Creating a Child-Friendly Child Welfare System: Effective Early Intervention to Prevent Maltreatment and Protect Victimized Children
Harvard Law School
November 12, 2012
60 Buffalo L Rev 1323 (2012)
This article argues that what we call the “child welfare” system has traditionally focused more on adult than on child welfare, placing greater emphasis on family preservation than warranted. It argues further that while the system purports to value research as a guide to policy, research is too often designed to serve predefined ideological goals, and to advance family preservation rather than examining what policies best serve child interests. It shows how these themes played out in two recent conferences sponsored by the author’s Child Advocacy Program at Harvard Law School. The first conference addressed claims made by the “Racial Disproportionality Movement,” and showed that actual black and white maltreatment rates closely track official rates, indicating that a child-friendly system would focus not on claimed racial discrimination but on reducing actual maltreatment.

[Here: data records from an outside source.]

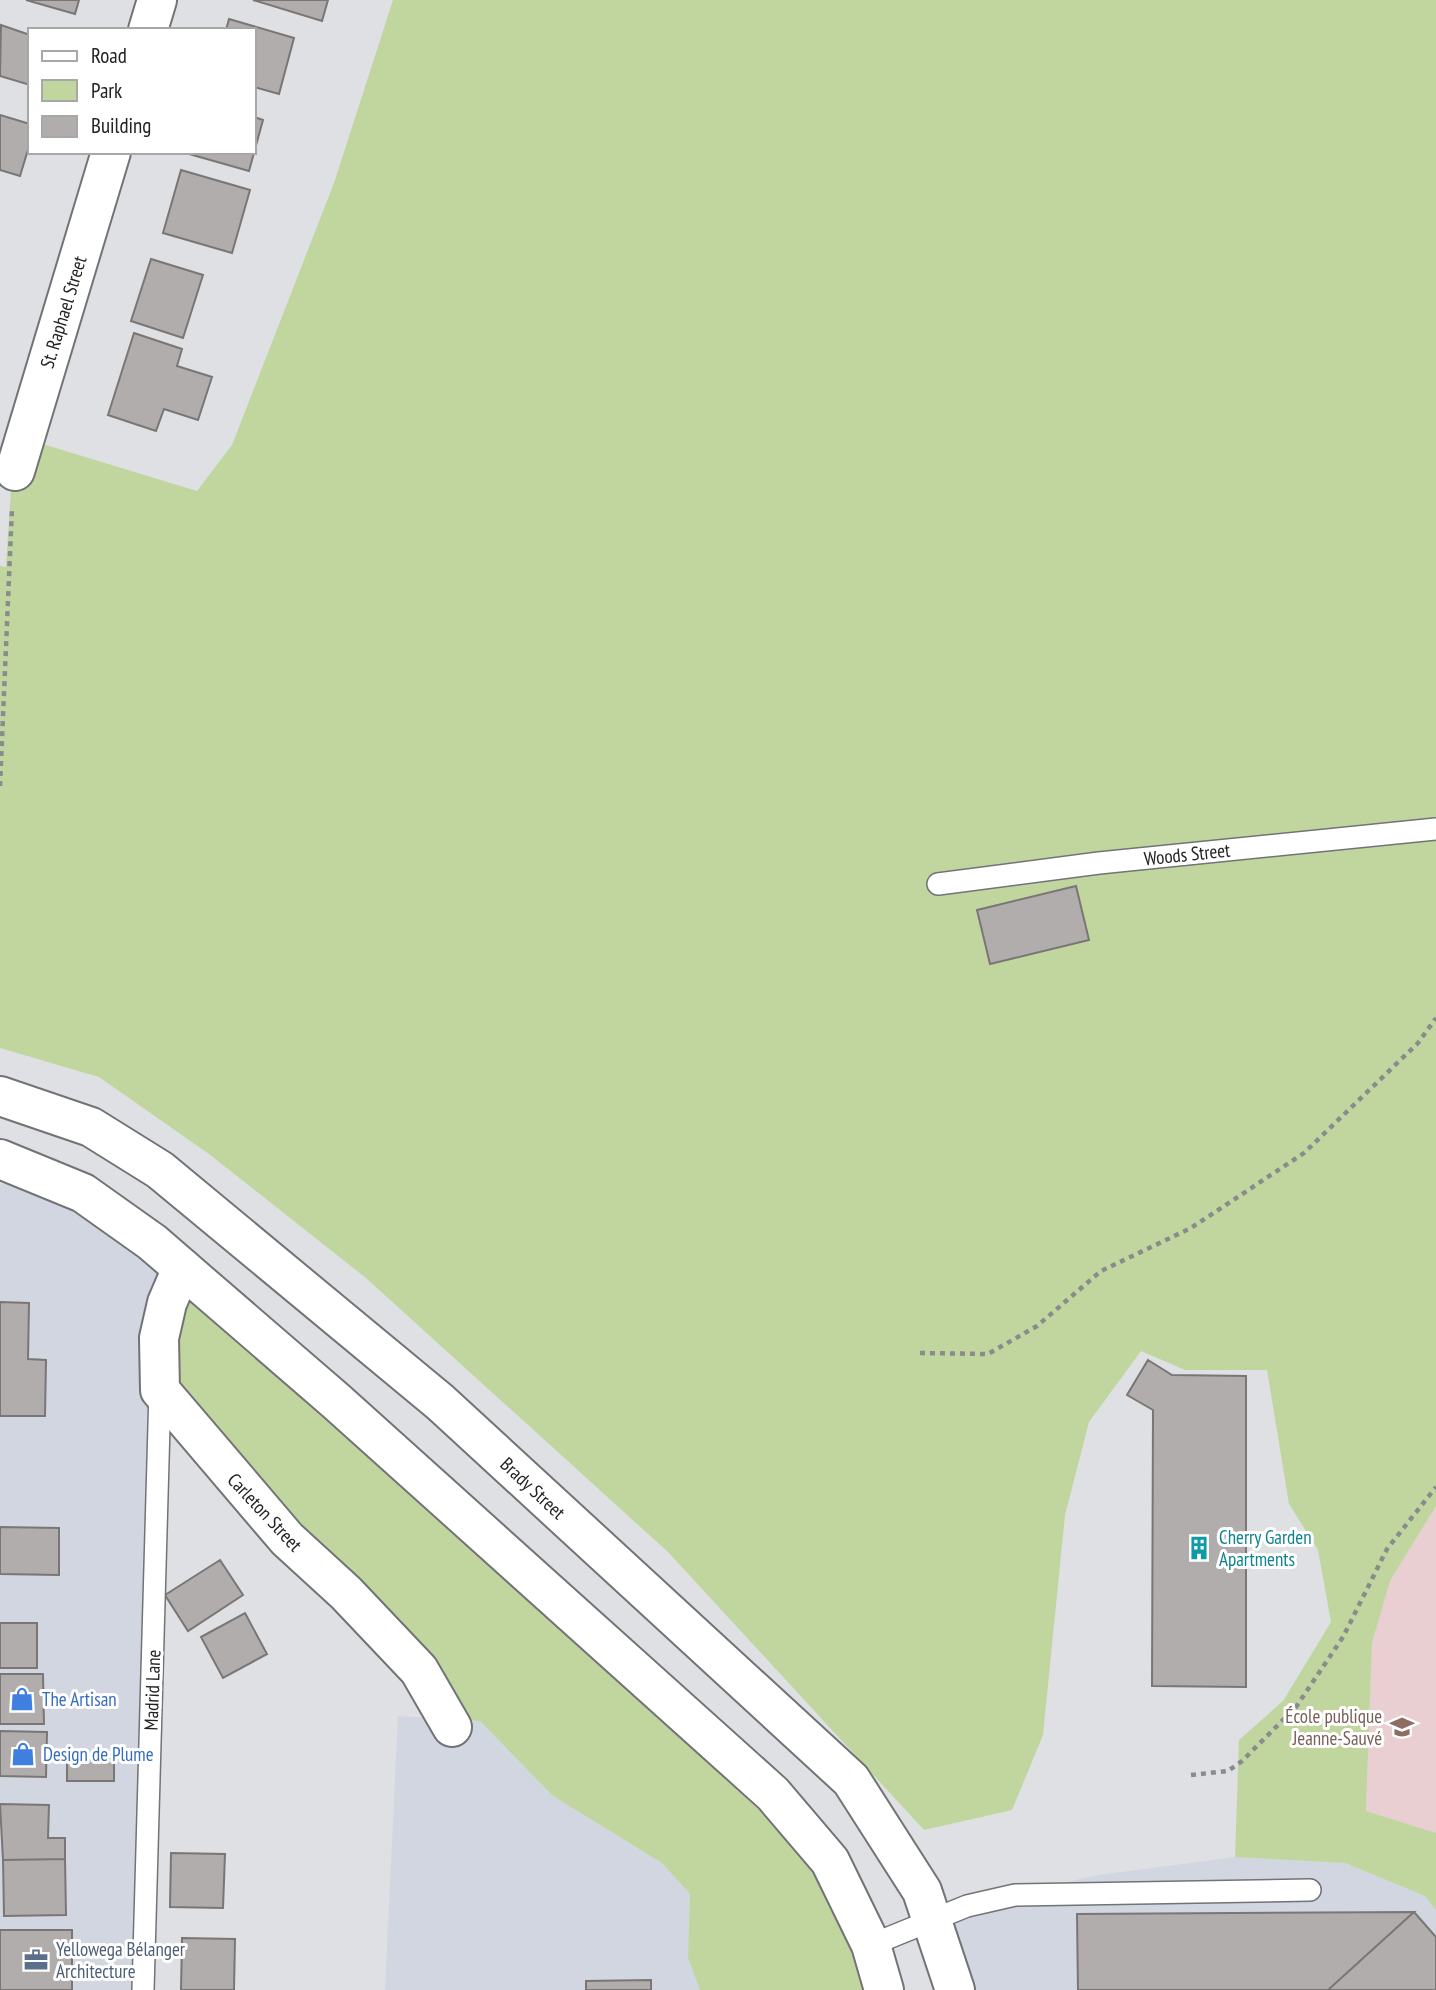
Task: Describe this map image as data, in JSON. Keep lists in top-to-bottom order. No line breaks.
{"streets":{"main road":["St. Raphael Street","Brady Street","Carleton Street"],"lane":["Woods Street","Madrid Lane"]},"crossings":[["Carleton Street","Madrid Lane"]],"places":{"building":["Cherry Garden Apartments"],"shop":["The Artisan","Design de Plume"],"school or university":["École publique Jeanne-Sauvé"],"office":["Yellowega Bélanger Architecture"]},"legend":["Road","Park","Building"]}
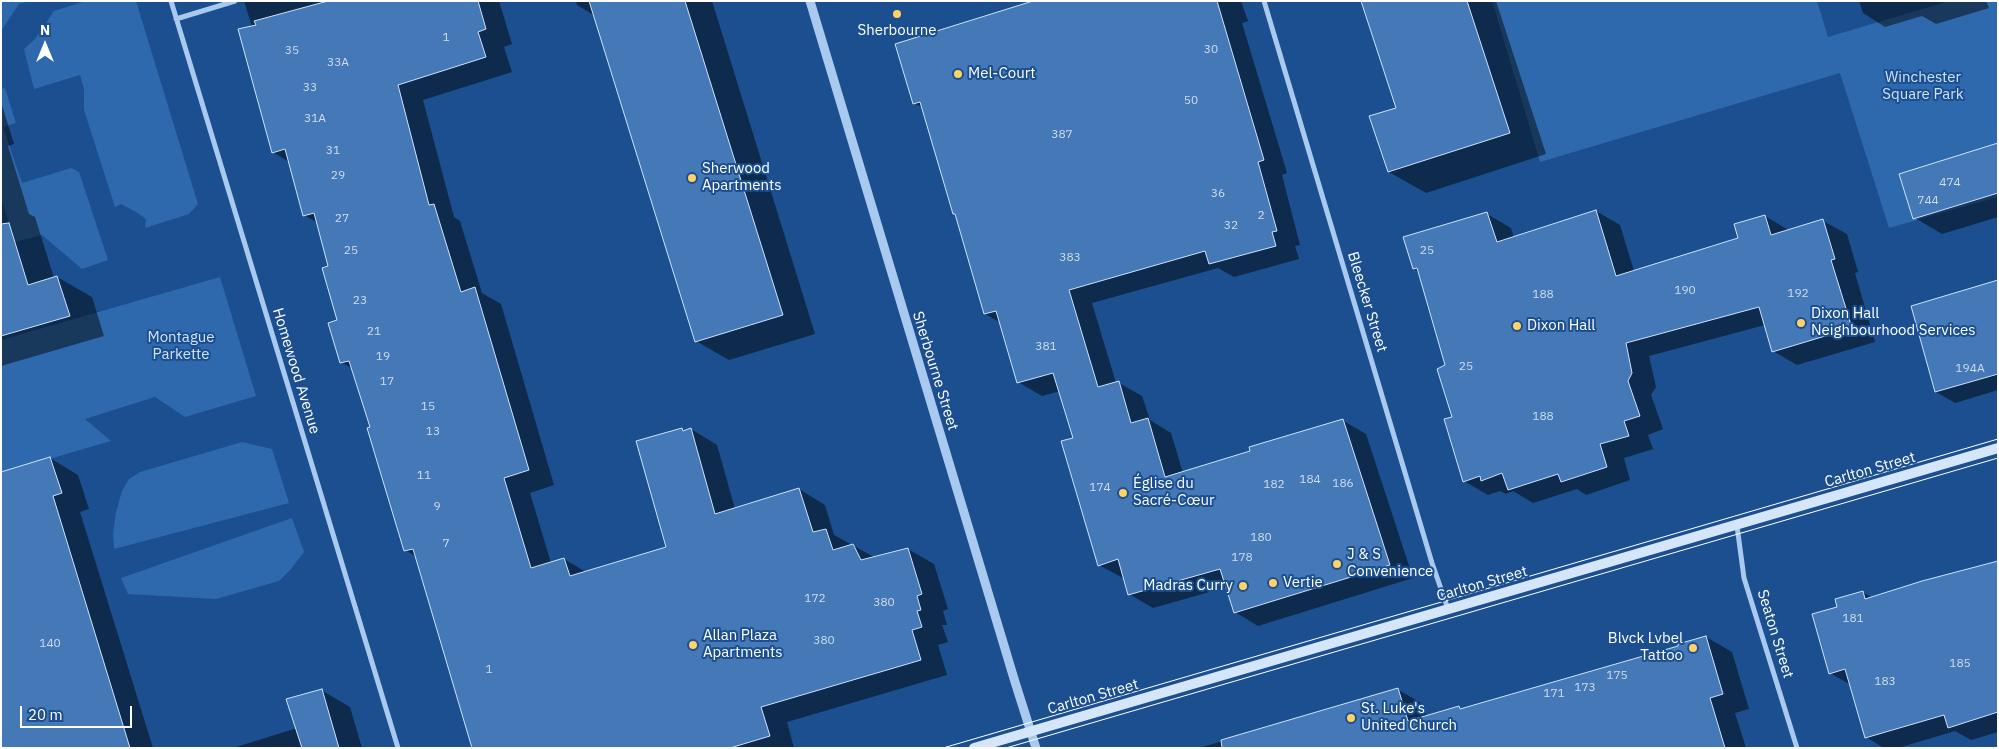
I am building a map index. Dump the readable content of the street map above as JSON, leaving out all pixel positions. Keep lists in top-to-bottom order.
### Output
{
  "streets": {
    "main road": ["Carlton Street"],
    "street": [
      "Bleecker Street",
      "Homewood Avenue",
      "Sherbourne Street",
      "Seaton Street"
    ]
  },
  "crossings": [
    ["Bleecker Street", "Carlton Street"],
    ["Sherbourne Street", "Carlton Street"],
    ["Carlton Street", "Seaton Street"]
  ],
  "parks": ["Winchester Square Park", "Montague Parkette"],
  "places": [
    "Sherbourne",
    "Mel-Court",
    "Sherwood Apartments",
    "Dixon Hall Neighbourhood Services",
    "Dixon Hall",
    "Église du Sacré-Cœur",
    "J & S Convenience",
    "Vertie",
    "Madras Curry",
    "Allan Plaza Apartments",
    "Blvck Lvbel Tattoo",
    "St. Luke's United Church"
  ],
  "house_numbers": [
    "1",
    "30",
    "35",
    "33A",
    "33",
    "50",
    "31A",
    "387",
    "31",
    "29",
    "474",
    "36",
    "744",
    "2",
    "27",
    "32",
    "25",
    "25",
    "383",
    "190",
    "192",
    "188",
    "23",
    "21",
    "381",
    "19",
    "25",
    "194A",
    "17",
    "15",
    "188",
    "13",
    "11",
    "184",
    "186",
    "182",
    "174",
    "9",
    "180",
    "7",
    "178",
    "172",
    "380",
    "181",
    "380",
    "140",
    "185",
    "1",
    "175",
    "183",
    "173",
    "171"
  ],
  "scale_bar": "20 m",
  "north": "top"
}
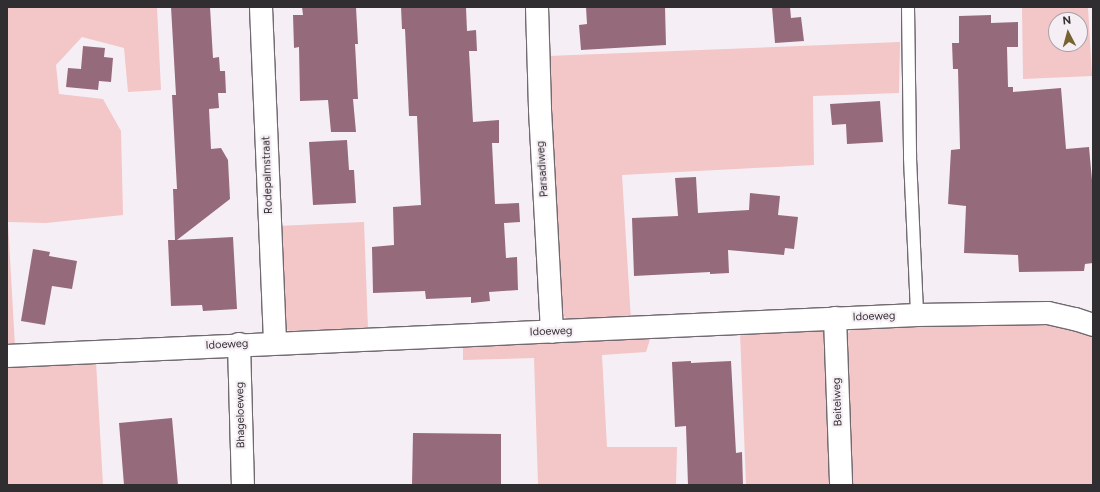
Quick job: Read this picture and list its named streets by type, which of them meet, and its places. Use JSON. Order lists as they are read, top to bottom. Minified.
{"streets":{"street":["Parsadiweg","Rodepalmstraat","Idoeweg","Beitelweg","Bhageloeweg"]},"crossings":[["Parsadiweg","Idoeweg"],["Rodepalmstraat","Idoeweg"],["Idoeweg","Beitelweg"],["Idoeweg","Bhageloeweg"]],"north":"top"}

The second revealed the existence of many promising prevention and protection strategies, but also the ongoing power of the adult rights agenda and the constraints it puts on promising reforms and truly illuminating research. We could do better by children. But to do so we must transform the values that guide the child welfare system, honor child rights equally with adult, and recognize the centrality for children of the right to grow up in a nurturing family.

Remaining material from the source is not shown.